# Gas station without pumps

## 2014 June 6

### Wrapping up Applied Circuits and PteroDAQ bug fix

Today was the last day of the Applied Circuits class, and the students were turning in their 10th lab report.  It’s all over but the grading (though I expect a few more redone assignments to be turned in on Monday).

Today’s class started with my explaining a bug that was just found in the PteroDAQ code.

Symptoms: On the EKG assignment a number of students ran into trouble in the lab with the PteroDAQ software suddenly switching from normal recording to a sawtooth waveform, then spontaneously switching back after a while.  When plotting the saved data with gnuplot, the timestamps were all messed up in the part of the recording where the sparkline had displayed a sawtooth waveform, but returned to normal when the sparkline did.  We had never seen this behavior on  the Macs, nor had we seen it previously on the Windows machines.  The one new thing in this lab is that we were using a higher sampling rate on the Windows machines than we had previously used.

Diagnosis 1: The sawtooth waveform suggested to me that the low-order part of the timestamp was being taken as the signal, and the disordered timestamps as intrusion of the data into the timestamp.  I suspected that the old, slow Windows machines were not able to keep up with the USB serial traffic, and that they were losing a byte and getting a framing error.
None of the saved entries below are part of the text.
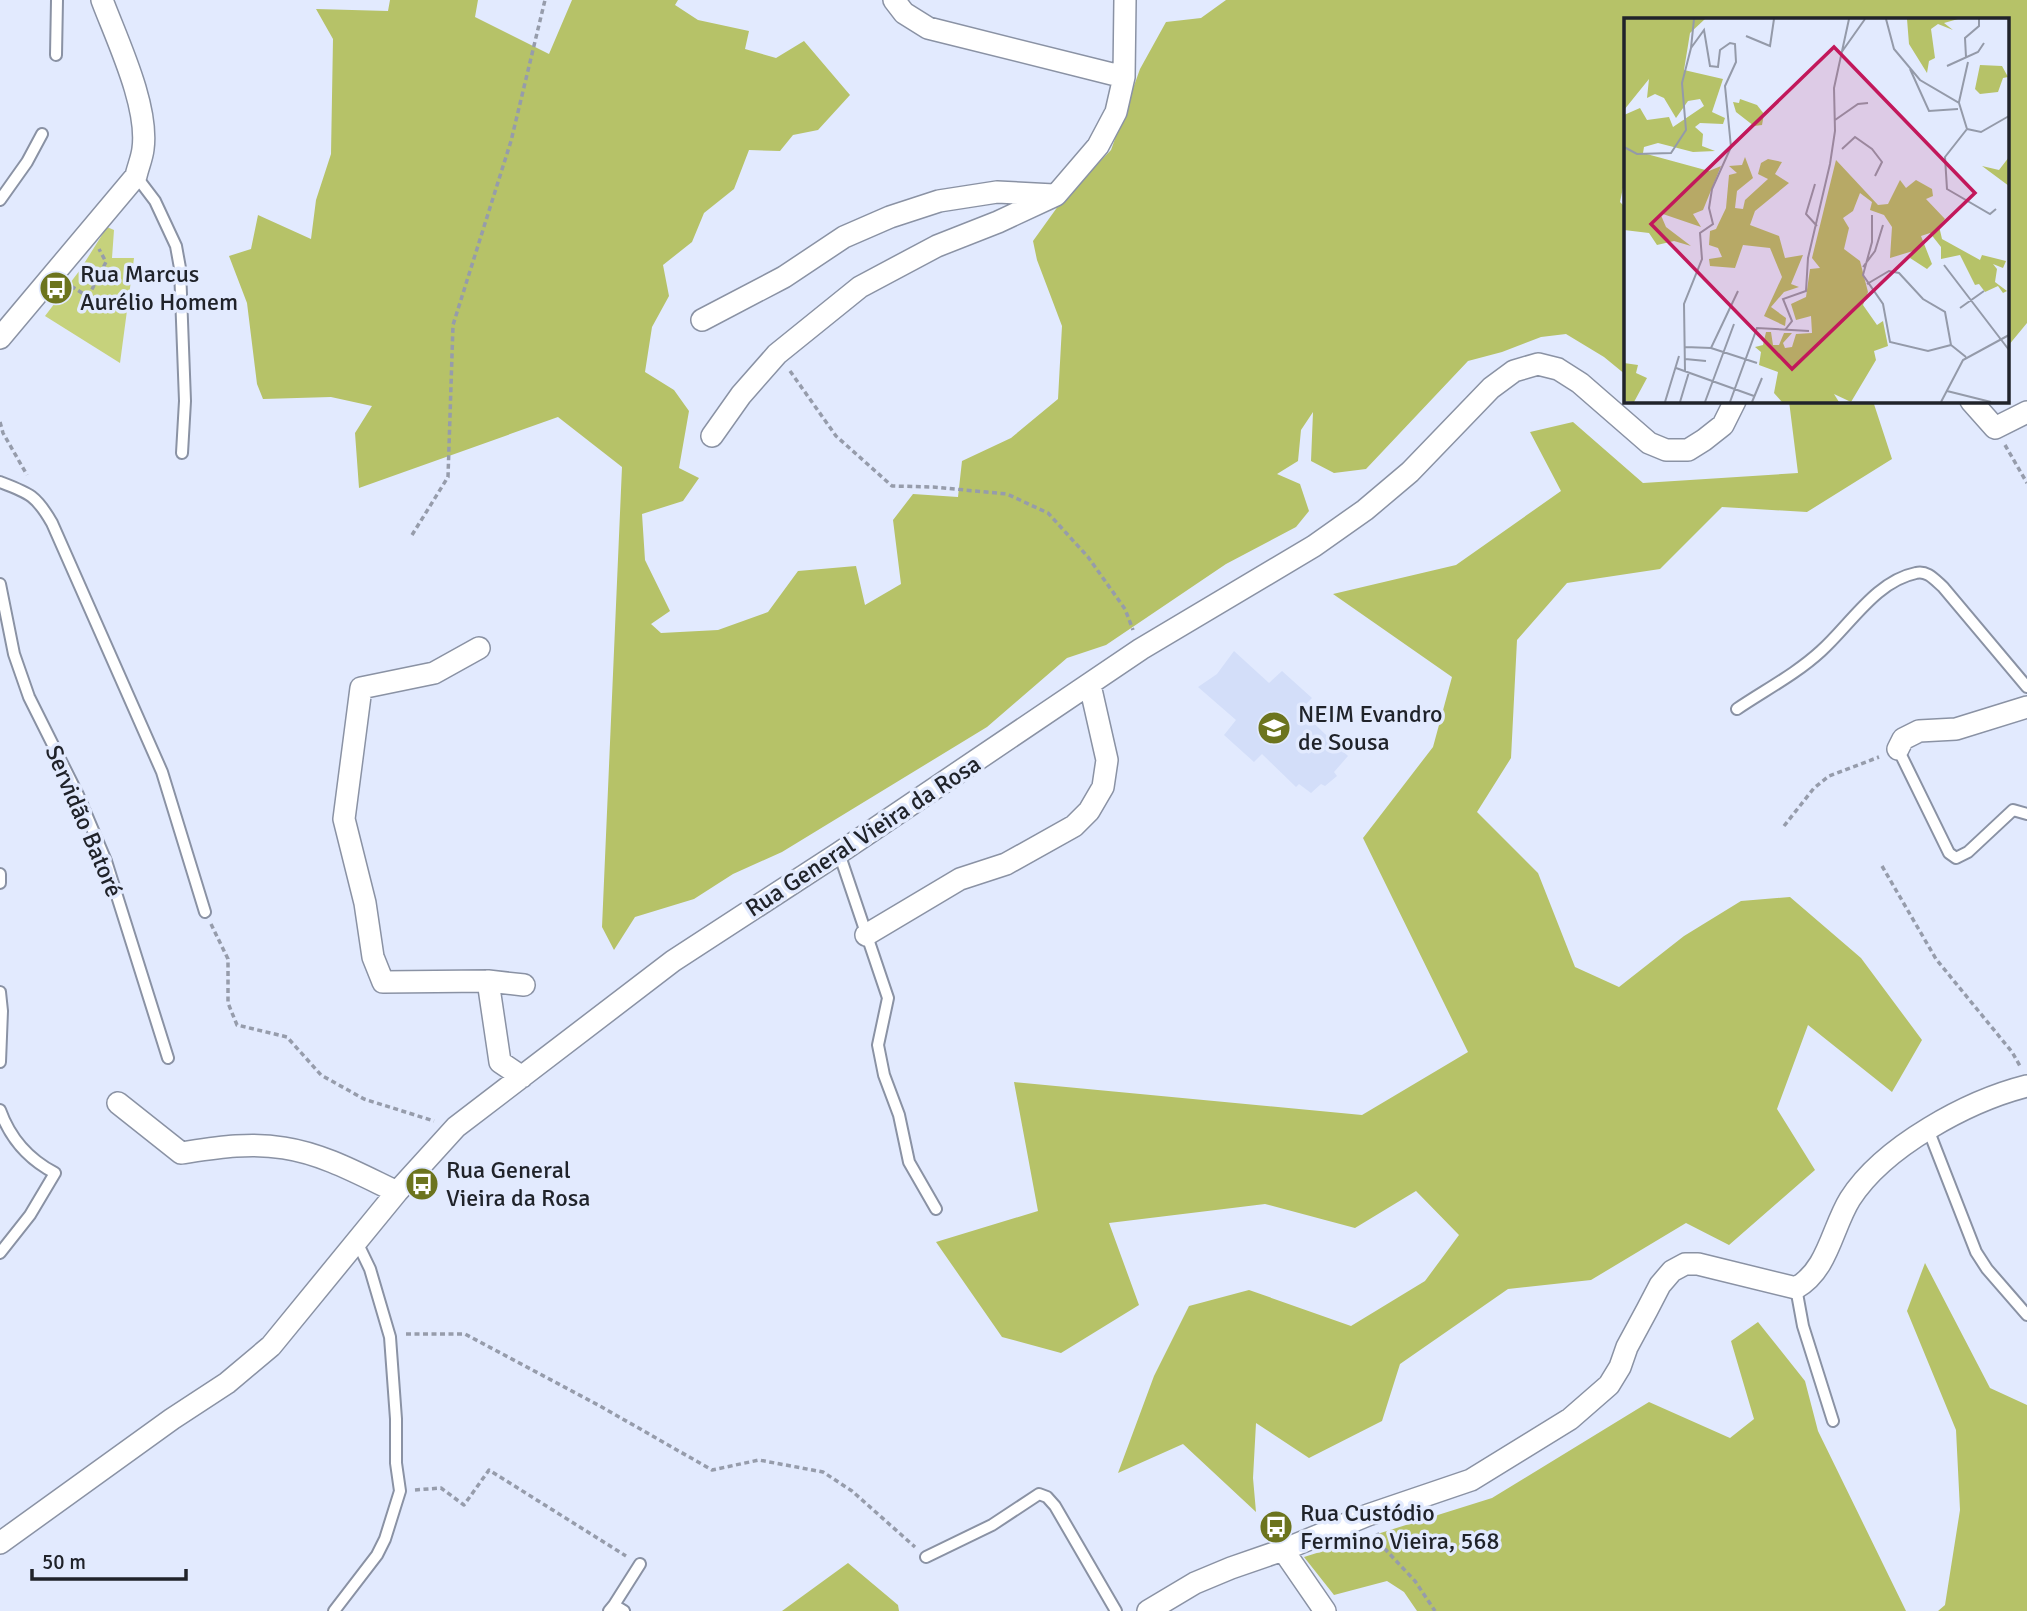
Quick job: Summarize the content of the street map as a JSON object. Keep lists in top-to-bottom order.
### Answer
{
  "streets": {
    "street": ["Rua General Vieira da Rosa"],
    "lane": ["Servidão Batoré"]
  },
  "places": {
    "bus stop": ["Rua Marcus Aurélio Homem", "Rua General Vieira da Rosa", "Rua Custódio Fermino Vieira, 568"],
    "school or university": ["NEIM Evandro de Sousa"]
  },
  "scale_bar": "50 m"
}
I suggested this diagnosis to my son, but he showed me the framing character and checksum used to detect malformed packets, and pointed out that even if a malformed packed passed the checksum, synchronization would be re-established within a packet or two. Although the behavior certainly looks like a framing error, the packets should not go out of frame consistently.
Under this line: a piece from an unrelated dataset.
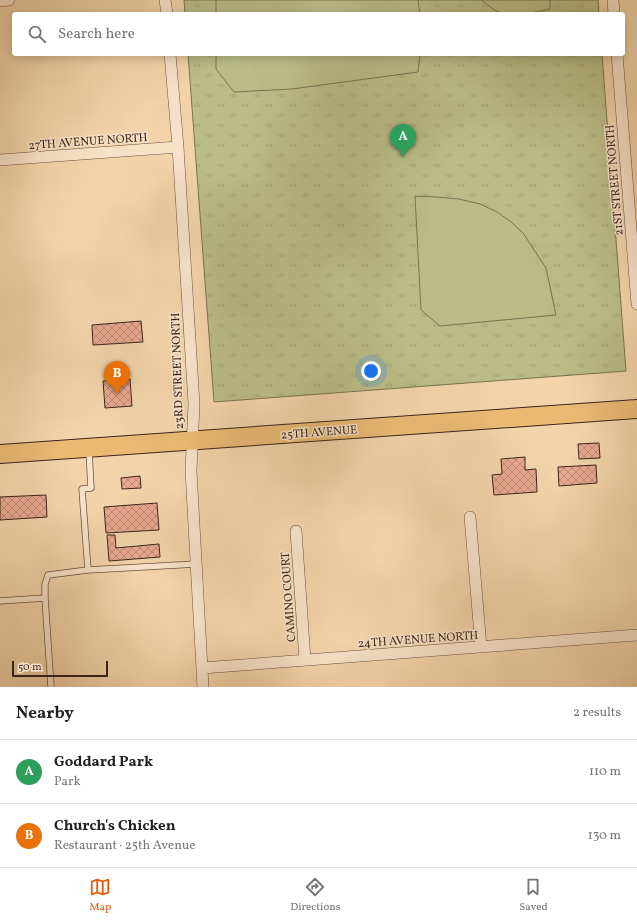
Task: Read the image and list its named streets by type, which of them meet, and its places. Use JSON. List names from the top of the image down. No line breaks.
{"streets":{"main road":["25TH AVENUE"],"street":["27TH AVENUE NORTH","21ST STREET NORTH","23RD STREET NORTH","CAMINO COURT","24TH AVENUE NORTH"]},"crossings":[["27TH AVENUE NORTH","23RD STREET NORTH"],["23RD STREET NORTH","25TH AVENUE"],["23RD STREET NORTH","24TH AVENUE NORTH"],["CAMINO COURT","24TH AVENUE NORTH"]],"scale_bar":"50 m","page":{"search":"Search here","pins":["A","B"],"scale":"50 m","heading":["Nearby","2 results"],"list":[{"mark":"A","name":"Goddard Park","note":"Park","value":"110 m"},{"mark":"B","name":"Church's Chicken","note":"Restaurant · 25th Avenue","value":"130 m"}],"nav":["Map","Directions","Saved"]}}
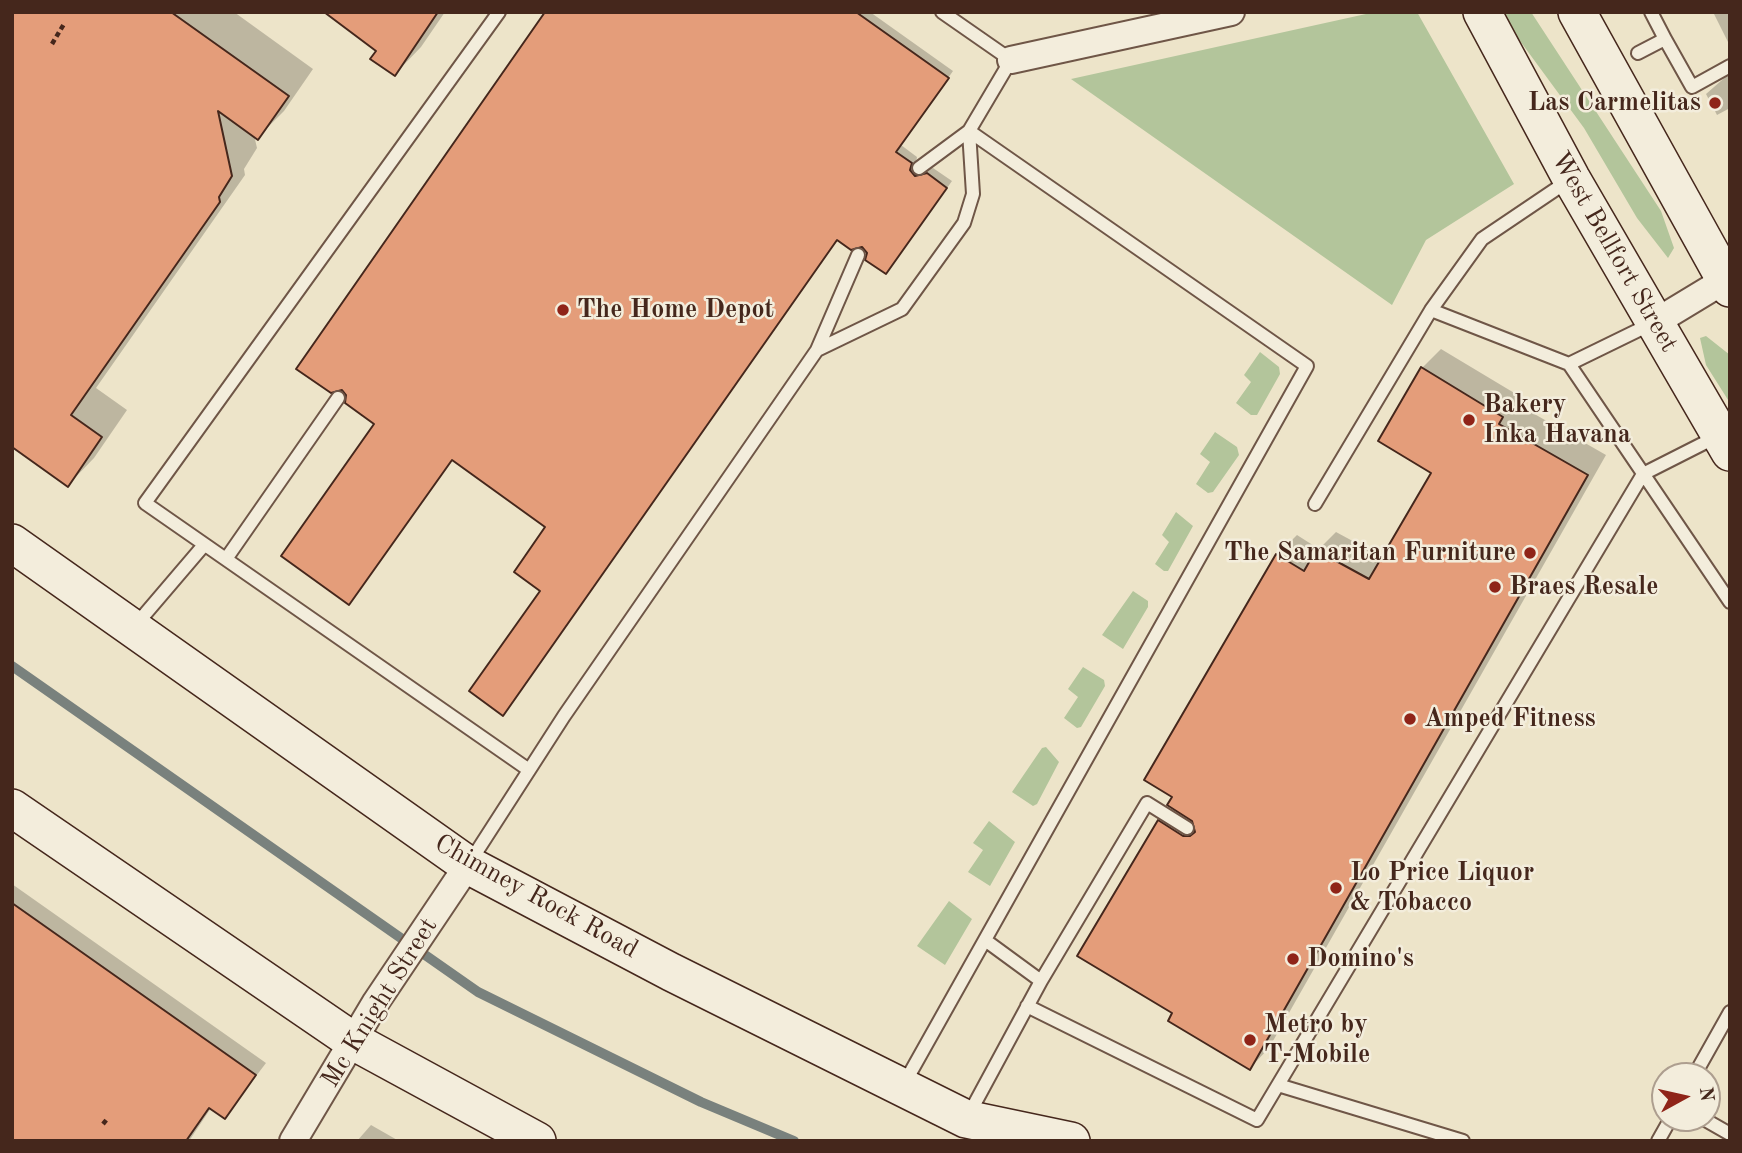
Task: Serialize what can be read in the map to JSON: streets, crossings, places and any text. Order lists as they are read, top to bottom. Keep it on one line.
{"streets":{"main road":["West Bellfort Street","Chimney Rock Road"],"street":["Mc Knight Street"]},"crossings":[["Chimney Rock Road","Mc Knight Street"]],"places":["Las Carmelitas","The Home Depot","Bakery Inka Havana","The Samaritan Furniture","Braes Resale","Amped Fitness","Lo Price Liquor & Tobacco","Domino's","Metro by T-Mobile"],"north":"right"}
Today, after watching the Shakespeare To Go 50-minute production of Hamlet with me, my son accompanied me to the lab to observe the behavior for himself.  We got the behavior very quickly with a 300Hz sampling rate, and the error message for a checksum failure was not printed. He added a print statement in the code where the data packets were getting their checksums checked, so that we could see what data was coming in. We looked at the transition from good behavior to bad, and noted that the packets were still the right length, but the information in the packet seemed to have been shifted. So there seemed to be a framing error, but not in the USB communication.

Diagnosis 2: This shift indicated that the problem was in the software running on the KL25Z board, rather than in the software running on the Windows host.  The packets to be sent out the USB serial port are stored in a queue in the KL25Z, and I conjectured that the queue was overflowing.  Since a circular buffer is used for the queue, writing when the queue is full would overwrite data for a different packet.  Because the queue length in bytes was not a multiple of the size of the items on the queue, this overwriting would be out of phase, and we would observe periodic switching between in-frame and out-of-frame packets, which is what we were observing.

We checked the code, and found that the test for sufficient room in the buffer for another packet had not been included in the routine for adding a new event to the queue.  The code to check the remaining space had been written, but not not used yet.  A fifteen-minute bug fix, while I went to my office to get my materials for my class, confirmed that this had indeed been the problem.  He will be pushing the fix to https://bitbucket.org/abe_k/pterodaq this evening.  The fix consists of discarding any event for which there is insufficient room in the queue.  Some loss of data is unavoidable when the queue fills up, and this delays the loss as much as possible, as well as minimizing how many events are discarded.  Since the events are timestamped, losing an event will often have little or no consequence for downstream analysis or plotting.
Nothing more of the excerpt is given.